### Data in this exercise

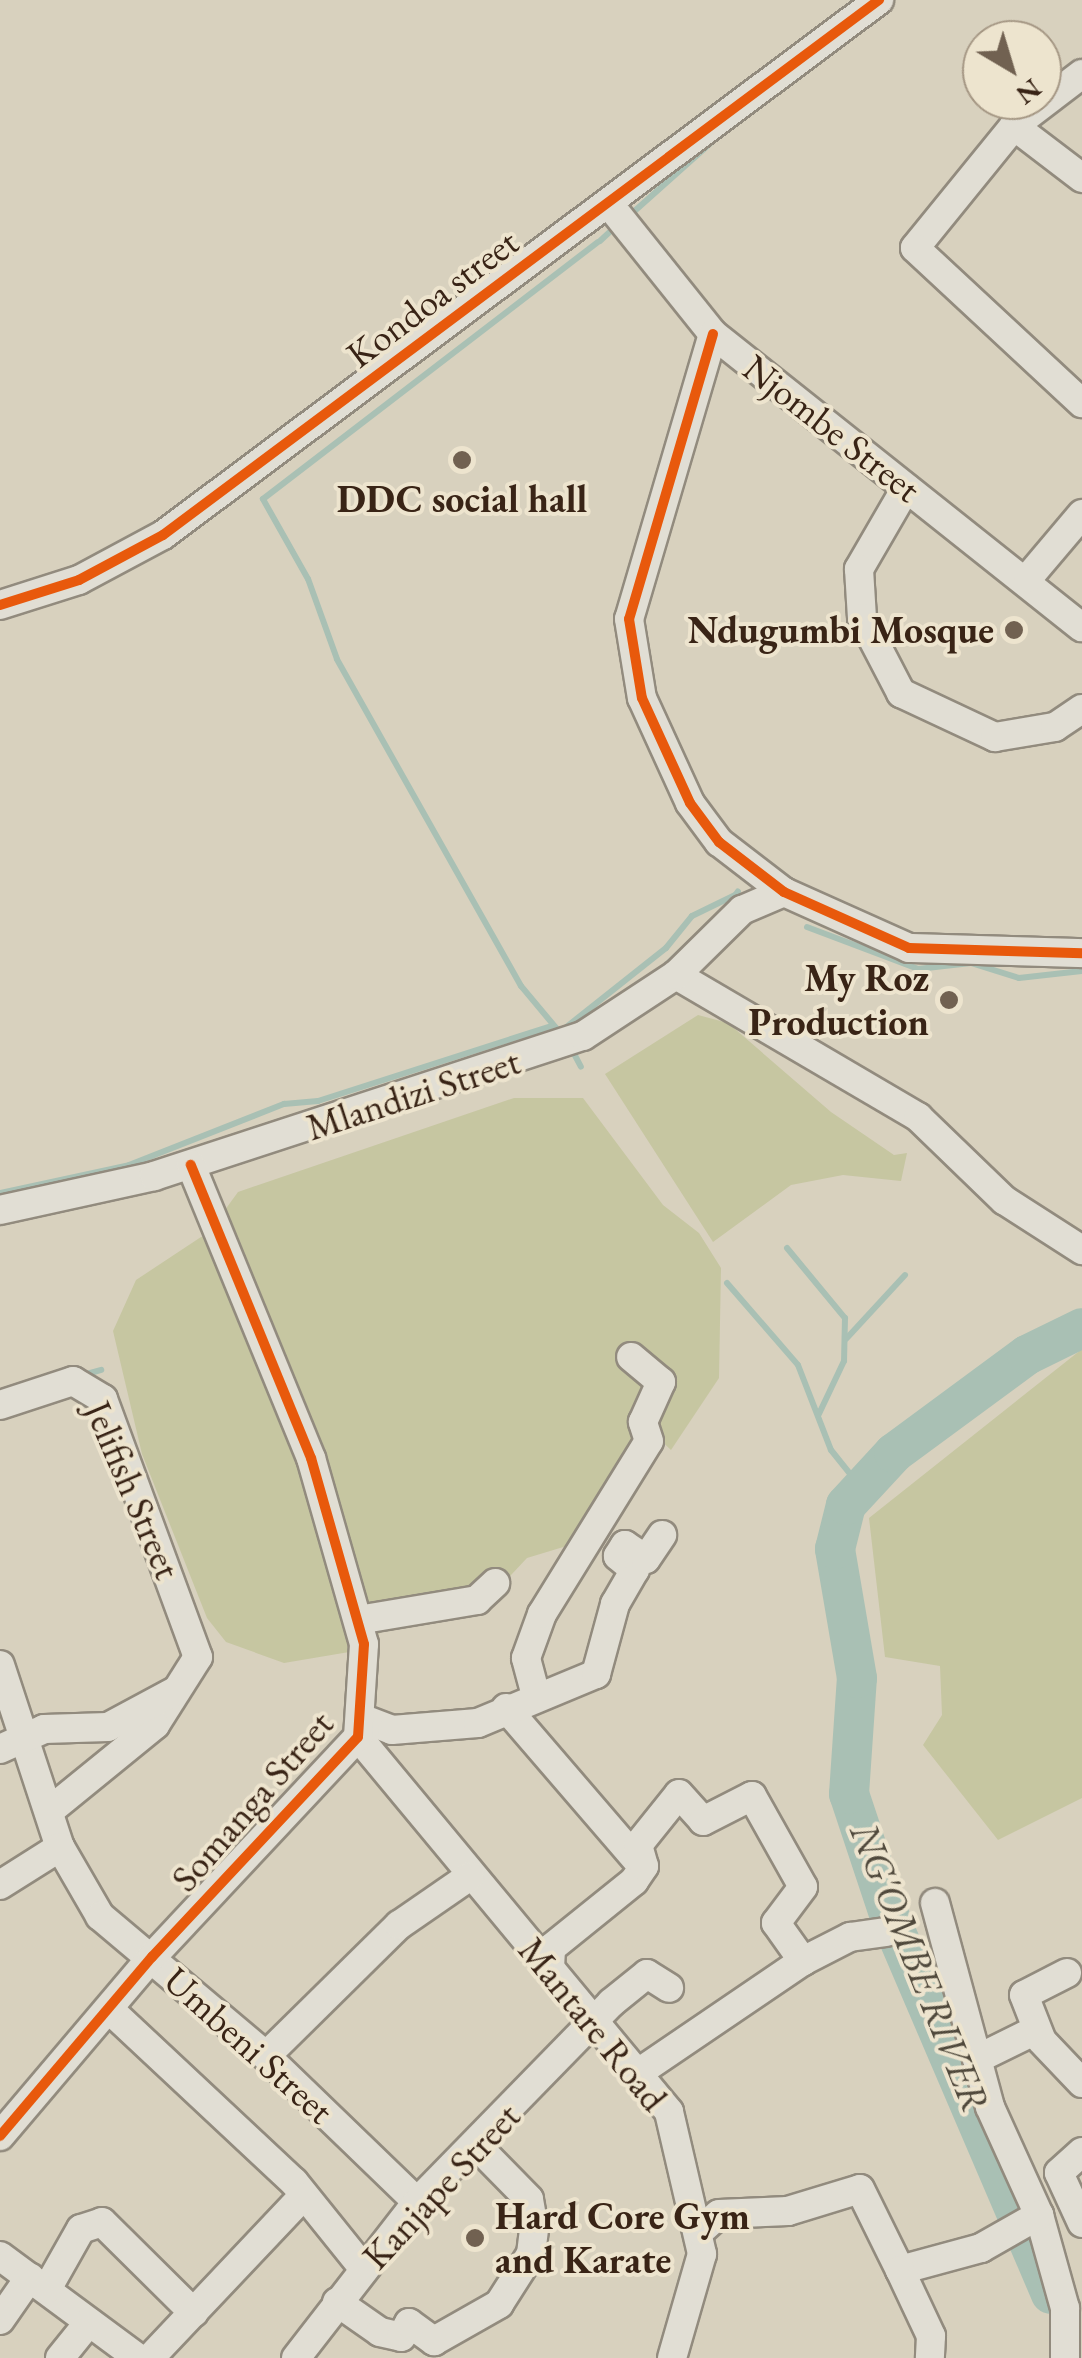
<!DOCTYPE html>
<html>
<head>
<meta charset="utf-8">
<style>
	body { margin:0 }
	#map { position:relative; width:1082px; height:2358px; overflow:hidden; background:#d8d1be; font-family:"EB Garamond",serif }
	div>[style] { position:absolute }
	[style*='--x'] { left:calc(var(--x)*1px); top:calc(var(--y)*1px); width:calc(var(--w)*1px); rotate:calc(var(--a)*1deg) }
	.green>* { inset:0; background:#c6c6a1 }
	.stream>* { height:6px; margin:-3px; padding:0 3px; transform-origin:3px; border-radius:3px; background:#a9c0b4 }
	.river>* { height:40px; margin:-20px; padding:0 20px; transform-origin:20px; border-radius:20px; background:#a9c0b4 }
	.roads { filter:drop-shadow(2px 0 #928b7e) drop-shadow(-2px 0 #928b7e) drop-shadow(0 2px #928b7e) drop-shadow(0 -2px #928b7e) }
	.minor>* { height:28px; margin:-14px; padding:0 14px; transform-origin:14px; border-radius:14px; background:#e1ded4 }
	.cycleway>* { height:10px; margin:-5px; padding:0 5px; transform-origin:5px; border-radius:5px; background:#e8590c }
	.dots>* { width:28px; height:28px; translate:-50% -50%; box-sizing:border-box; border:5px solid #ede4ce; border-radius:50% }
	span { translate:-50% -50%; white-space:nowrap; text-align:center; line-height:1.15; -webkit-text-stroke:8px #ede4ce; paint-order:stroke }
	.street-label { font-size:38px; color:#392416 }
	.poi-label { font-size:38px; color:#392416; font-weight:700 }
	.right { translate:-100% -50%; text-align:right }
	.left { translate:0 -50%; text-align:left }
	.water-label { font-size:40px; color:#50493c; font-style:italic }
	.north { position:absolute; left:962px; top:20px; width:100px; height:100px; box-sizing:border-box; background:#ede4ce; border:2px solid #a59784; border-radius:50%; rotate:142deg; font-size:28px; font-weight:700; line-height:40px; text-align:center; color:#392416 }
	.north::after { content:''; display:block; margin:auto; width:35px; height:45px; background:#716151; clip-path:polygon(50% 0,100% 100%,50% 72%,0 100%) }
</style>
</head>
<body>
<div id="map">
	<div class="green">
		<div style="clip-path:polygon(698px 1015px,728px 1023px,831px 1112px,894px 1155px,907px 1153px,901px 1181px,843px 1175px,791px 1185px,713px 1242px,605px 1074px)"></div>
		<div style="clip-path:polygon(514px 1098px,583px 1098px,663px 1205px,699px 1233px,721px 1268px,719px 1378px,671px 1450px,651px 1431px,593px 1538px,527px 1558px,497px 1590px,389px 1625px,361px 1650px,284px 1663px,226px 1642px,207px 1618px,142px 1454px,113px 1331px,136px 1280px,201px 1237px,230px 1232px,222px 1214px,238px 1192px)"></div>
		<div style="clip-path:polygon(1082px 1349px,1082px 1798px,998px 1840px,923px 1745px,942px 1715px,940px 1666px,885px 1657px,869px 1518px)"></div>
	</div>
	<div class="stream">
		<div style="--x:629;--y:216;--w:113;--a:-41.8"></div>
		<div style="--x:600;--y:241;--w:21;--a:-43"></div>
		<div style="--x:727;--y:907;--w:19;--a:-55"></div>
		<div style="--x:807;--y:927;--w:119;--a:20.7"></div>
		<div style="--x:918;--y:969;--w:53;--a:-6.5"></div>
		<div style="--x:971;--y:963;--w:50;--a:17.4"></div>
		<div style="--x:1019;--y:978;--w:63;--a:-6.3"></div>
		<div style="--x:659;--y:972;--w:42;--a:-44"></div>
		<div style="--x:560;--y:1032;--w:135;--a:-38.4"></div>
		<div style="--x:666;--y:948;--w:41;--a:-50.9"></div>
		<div style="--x:692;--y:916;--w:48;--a:-26"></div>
		<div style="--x:562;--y:1035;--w:64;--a:-129.9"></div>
		<div style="--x:521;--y:986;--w:375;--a:-119.4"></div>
		<div style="--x:337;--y:659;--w:85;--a:-109.9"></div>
		<div style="--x:308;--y:579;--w:92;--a:-119.4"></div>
		<div style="--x:263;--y:499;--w:422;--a:-37.5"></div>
		<div style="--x:571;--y:1048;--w:21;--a:62"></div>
		<div style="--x:0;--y:1193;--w:132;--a:-12.2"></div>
		<div style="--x:129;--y:1165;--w:167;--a:-21.5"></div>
		<div style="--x:284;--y:1104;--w:34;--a:-5"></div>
		<div style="--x:318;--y:1101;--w:245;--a:-17.8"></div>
		<div style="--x:787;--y:1248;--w:91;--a:50.4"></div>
		<div style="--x:845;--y:1318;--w:43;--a:91.3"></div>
		<div style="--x:844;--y:1361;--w:59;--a:115.3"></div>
		<div style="--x:727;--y:1283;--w:108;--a:49.1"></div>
		<div style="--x:798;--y:1365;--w:91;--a:68.8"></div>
		<div style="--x:831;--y:1450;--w:45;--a:51.3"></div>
		<div style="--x:846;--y:1339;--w:87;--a:-47.3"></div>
		<div style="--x:83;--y:1375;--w:19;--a:-16"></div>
	</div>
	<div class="river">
		<div style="--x:1051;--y:2294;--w:407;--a:-113.2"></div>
		<div style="--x:891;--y:1920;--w:133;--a:-108.4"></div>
		<div style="--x:849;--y:1794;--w:116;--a:-86.1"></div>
		<div style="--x:857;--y:1678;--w:131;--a:-99.7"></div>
		<div style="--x:835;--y:1549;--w:45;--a:-76"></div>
		<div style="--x:846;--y:1505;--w:71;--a:-47.3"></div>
		<div style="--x:894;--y:1453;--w:165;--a:-36.4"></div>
		<div style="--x:1027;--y:1355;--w:61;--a:-26.1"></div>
	</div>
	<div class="roads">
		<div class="minor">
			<div style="--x:1082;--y:74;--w:86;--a:142.6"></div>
			<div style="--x:1014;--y:126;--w:157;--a:129.1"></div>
			<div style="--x:915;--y:248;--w:228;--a:42.9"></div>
			<div style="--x:1014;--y:126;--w:86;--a:37.4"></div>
			<div style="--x:608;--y:203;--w:168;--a:51.3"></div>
			<div style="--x:713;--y:334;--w:471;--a:38.5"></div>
			<div style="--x:713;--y:334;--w:297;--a:106.4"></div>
			<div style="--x:629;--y:619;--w:80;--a:80.7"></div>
			<div style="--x:642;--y:698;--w:115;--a:65.4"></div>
			<div style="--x:690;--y:803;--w:49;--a:53.4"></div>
			<div style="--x:719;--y:842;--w:82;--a:37.6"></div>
			<div style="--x:784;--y:892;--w:137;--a:24.1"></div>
			<div style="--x:909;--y:948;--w:173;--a:1.7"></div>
			<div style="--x:906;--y:488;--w:94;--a:120.1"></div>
			<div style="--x:859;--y:569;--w:49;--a:86.5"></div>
			<div style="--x:862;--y:618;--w:85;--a:62.5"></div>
			<div style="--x:901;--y:693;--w:104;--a:25.1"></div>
			<div style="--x:995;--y:737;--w:61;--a:-9.5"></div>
			<div style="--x:1055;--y:727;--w:32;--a:-34"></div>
			<div style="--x:1028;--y:578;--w:84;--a:-49.8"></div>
			<div style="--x:0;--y:605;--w:83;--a:-17.6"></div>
			<div style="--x:79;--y:580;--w:95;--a:-28.2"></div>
			<div style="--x:163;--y:535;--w:894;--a:-36.77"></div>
			<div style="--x:676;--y:975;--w:281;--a:30.4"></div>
			<div style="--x:918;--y:1117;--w:120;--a:44"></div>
			<div style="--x:1004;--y:1200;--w:93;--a:32.7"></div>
			<div style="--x:0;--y:1210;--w:158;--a:-12.4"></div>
			<div style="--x:154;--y:1176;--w:451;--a:-18.1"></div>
			<div style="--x:583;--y:1036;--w:111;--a:-33.3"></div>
			<div style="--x:676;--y:975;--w:93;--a:-44.6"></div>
			<div style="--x:742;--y:910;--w:46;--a:-23.2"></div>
			<div style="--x:0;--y:1405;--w:77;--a:-18.2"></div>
			<div style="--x:73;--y:1381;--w:35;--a:31"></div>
			<div style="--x:103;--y:1399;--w:275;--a:69.8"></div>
			<div style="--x:198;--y:1657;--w:80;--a:122.3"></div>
			<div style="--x:155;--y:1725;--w:136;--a:140.9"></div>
			<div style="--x:358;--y:1620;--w:121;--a:-9.5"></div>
			<div style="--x:477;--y:1600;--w:25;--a:-43"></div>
			<div style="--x:0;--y:1665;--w:192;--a:71.8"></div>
			<div style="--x:60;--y:1847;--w:80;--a:59.9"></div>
			<div style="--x:100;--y:1916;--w:217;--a:40.1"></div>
			<div style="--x:266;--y:2056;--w:210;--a:44"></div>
			<div style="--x:535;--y:1692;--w:35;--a:-105"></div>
			<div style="--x:526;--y:1658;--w:47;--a:-70"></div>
			<div style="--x:542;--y:1614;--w:203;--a:-58.3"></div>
			<div style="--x:649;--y:1441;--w:20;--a:-108"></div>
			<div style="--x:643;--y:1422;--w:44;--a:-65.8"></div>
			<div style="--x:661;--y:1382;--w:39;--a:-140"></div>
			<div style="--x:506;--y:1708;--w:198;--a:49.3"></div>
			<div style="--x:361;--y:1718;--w:33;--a:21"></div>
			<div style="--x:392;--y:1730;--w:86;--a:-4.7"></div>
			<div style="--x:478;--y:1723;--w:128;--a:-22.6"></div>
			<div style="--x:596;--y:1674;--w:73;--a:-74.8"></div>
			<div style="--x:615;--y:1604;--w:39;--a:-60"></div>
			<div style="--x:635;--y:1570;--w:22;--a:-141"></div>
			<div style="--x:618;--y:1556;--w:13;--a:-58"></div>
			<div style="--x:625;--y:1545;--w:25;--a:34"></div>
			<div style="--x:646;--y:1559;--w:29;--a:-56"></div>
			<div style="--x:358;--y:1737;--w:487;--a:50.3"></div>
			<div style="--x:669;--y:2112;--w:146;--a:76.9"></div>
			<div style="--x:702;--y:2254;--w:108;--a:106.1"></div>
			<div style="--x:0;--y:1749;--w:48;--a:-24.4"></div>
			<div style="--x:44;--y:1729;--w:64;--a:-1.8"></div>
			<div style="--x:108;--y:1727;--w:76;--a:-28.2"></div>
			<div style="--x:0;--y:1885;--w:71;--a:-32.3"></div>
			<div style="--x:935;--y:1903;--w:211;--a:74.9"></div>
			<div style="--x:990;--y:2107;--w:119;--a:65.6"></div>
			<div style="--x:1039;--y:2215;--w:97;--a:74.4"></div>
			<div style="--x:1065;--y:2308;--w:50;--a:90"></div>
			<div style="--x:550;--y:1968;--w:20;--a:-87"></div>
			<div style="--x:551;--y:1948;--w:107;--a:-38.9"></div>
			<div style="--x:634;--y:1881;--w:18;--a:-56"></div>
			<div style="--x:644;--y:1866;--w:22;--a:-106"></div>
			<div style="--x:638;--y:1845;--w:65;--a:-51.2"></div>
			<div style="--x:679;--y:1794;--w:36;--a:48"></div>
			<div style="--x:703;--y:1821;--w:55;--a:-27"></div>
			<div style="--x:752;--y:1796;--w:104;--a:60.7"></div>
			<div style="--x:803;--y:1887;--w:45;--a:126.9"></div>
			<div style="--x:776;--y:1923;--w:47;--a:54.6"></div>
			<div style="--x:1067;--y:1973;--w:48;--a:152.9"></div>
			<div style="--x:1024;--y:1995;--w:49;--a:68.6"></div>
			<div style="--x:1042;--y:2041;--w:58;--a:46.4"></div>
			<div style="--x:111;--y:2011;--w:250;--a:43.1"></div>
			<div style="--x:294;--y:2182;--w:112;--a:51.2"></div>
			<div style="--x:266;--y:2056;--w:187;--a:-44.6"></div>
			<div style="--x:399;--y:1925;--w:86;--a:-34.6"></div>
			<div style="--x:977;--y:2059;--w:66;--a:-26.2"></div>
			<div style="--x:641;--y:2071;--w:196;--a:-34.2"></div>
			<div style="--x:803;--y:1961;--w:53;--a:-27.1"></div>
			<div style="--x:850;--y:1937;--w:37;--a:-8"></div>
			<div style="--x:0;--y:2136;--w:235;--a:-49.7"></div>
			<div style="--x:152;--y:1957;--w:301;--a:-46.9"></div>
			<div style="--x:358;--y:1737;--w:93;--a:-86.3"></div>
			<div style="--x:364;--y:1644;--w:193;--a:-105.9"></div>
			<div style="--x:311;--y:1458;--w:317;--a:-112.3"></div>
			<div style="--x:1082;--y:2152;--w:31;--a:138"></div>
			<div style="--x:1059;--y:2173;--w:55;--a:65.3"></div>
			<div style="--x:700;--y:2231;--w:25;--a:-42"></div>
			<div style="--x:719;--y:2214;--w:69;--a:-2.5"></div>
			<div style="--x:788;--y:2211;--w:75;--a:-17"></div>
			<div style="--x:860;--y:2189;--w:90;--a:63.7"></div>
			<div style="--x:900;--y:2270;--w:84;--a:-15.2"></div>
			<div style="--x:981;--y:2248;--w:67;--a:-29.6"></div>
			<div style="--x:0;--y:2256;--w:172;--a:36.5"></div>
			<div style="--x:900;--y:2270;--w:73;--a:64.8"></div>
			<div style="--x:931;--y:2336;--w:22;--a:93"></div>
			<div style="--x:47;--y:2289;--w:69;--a:-60.5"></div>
			<div style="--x:81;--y:2229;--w:22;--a:-18"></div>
			<div style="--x:102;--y:2222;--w:129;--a:44.7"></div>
			<div style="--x:337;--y:2302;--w:52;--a:34.9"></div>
			<div style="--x:380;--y:2332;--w:22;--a:13"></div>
			<div style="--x:401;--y:2337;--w:16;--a:-60"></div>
			<div style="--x:409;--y:2323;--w:31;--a:36"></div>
			<div style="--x:434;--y:2341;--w:75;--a:-29.6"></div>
			<div style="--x:499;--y:2304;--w:59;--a:-57.4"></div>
			<div style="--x:531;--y:2254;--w:26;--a:-83"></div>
			<div style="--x:534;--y:2228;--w:29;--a:-100"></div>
			<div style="--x:529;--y:2199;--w:76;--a:-134.5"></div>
			<div style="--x:0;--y:2320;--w:52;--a:-55.1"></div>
			<div style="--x:60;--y:2358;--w:46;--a:-51.1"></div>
			<div style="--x:150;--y:2358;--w:221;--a:-46.6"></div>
			<div style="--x:296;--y:2358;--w:197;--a:-52.2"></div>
			<div style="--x:417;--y:2202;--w:278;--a:-45.7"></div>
			<div style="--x:611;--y:2003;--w:46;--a:-38.9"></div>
			<div style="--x:647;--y:1974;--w:26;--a:32"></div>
		</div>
	</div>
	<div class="cycleway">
		<div style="--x:713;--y:334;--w:297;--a:106.4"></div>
		<div style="--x:629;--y:619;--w:80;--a:80.7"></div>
		<div style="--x:642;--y:698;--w:115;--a:65.4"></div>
		<div style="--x:690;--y:803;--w:49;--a:53.4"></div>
		<div style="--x:719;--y:842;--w:82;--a:37.6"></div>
		<div style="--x:784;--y:892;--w:137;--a:24.1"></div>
		<div style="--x:909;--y:948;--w:173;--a:1.7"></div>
		<div style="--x:0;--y:605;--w:83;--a:-17.6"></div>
		<div style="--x:79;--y:580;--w:95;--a:-28.2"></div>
		<div style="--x:163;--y:535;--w:894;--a:-36.77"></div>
		<div style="--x:0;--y:2136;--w:235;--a:-49.7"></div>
		<div style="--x:152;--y:1957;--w:301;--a:-46.9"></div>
		<div style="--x:358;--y:1737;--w:93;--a:-86.3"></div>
		<div style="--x:364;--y:1644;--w:193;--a:-105.9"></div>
		<div style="--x:311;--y:1458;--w:317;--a:-112.3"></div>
	</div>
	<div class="dots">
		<div style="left:462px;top:460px;background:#716151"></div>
		<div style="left:1014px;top:630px;background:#716151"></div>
		<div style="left:949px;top:1000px;background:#716151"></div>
		<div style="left:475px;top:2238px;background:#716151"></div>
	</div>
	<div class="street-label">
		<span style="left:432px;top:298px;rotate:-37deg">Kondoa street</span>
		<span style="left:832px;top:428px;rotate:38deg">Njombe Street</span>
		<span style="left:413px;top:1094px;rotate:-18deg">Mlandizi Street</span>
		<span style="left:133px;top:1490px;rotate:67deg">Jelifish Street</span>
		<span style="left:252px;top:1801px;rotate:-49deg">Somanga Street</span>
		<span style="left:593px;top:2024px;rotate:51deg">Mantare Road</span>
		<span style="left:249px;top:2045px;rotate:42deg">Umbeni Street</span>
		<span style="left:441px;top:2186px;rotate:-47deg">Kanjape Street</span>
	</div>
	<div class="poi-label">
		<span style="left:462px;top:499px">DDC social hall</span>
		<span class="right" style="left:994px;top:630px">Ndugumbi Mosque</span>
		<span class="right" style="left:929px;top:1000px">My Roz<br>Production</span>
		<span class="left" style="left:495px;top:2238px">Hard Core Gym<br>and Karate</span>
	</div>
	<div class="water-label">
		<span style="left:920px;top:1967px;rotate:68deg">NG'OMBE RIVER</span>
	</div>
	<div class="north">N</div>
</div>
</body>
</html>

######

The task ::
What is the number of lines in the material above that include "stream"? Answer with the number only.

Problem solution ::
2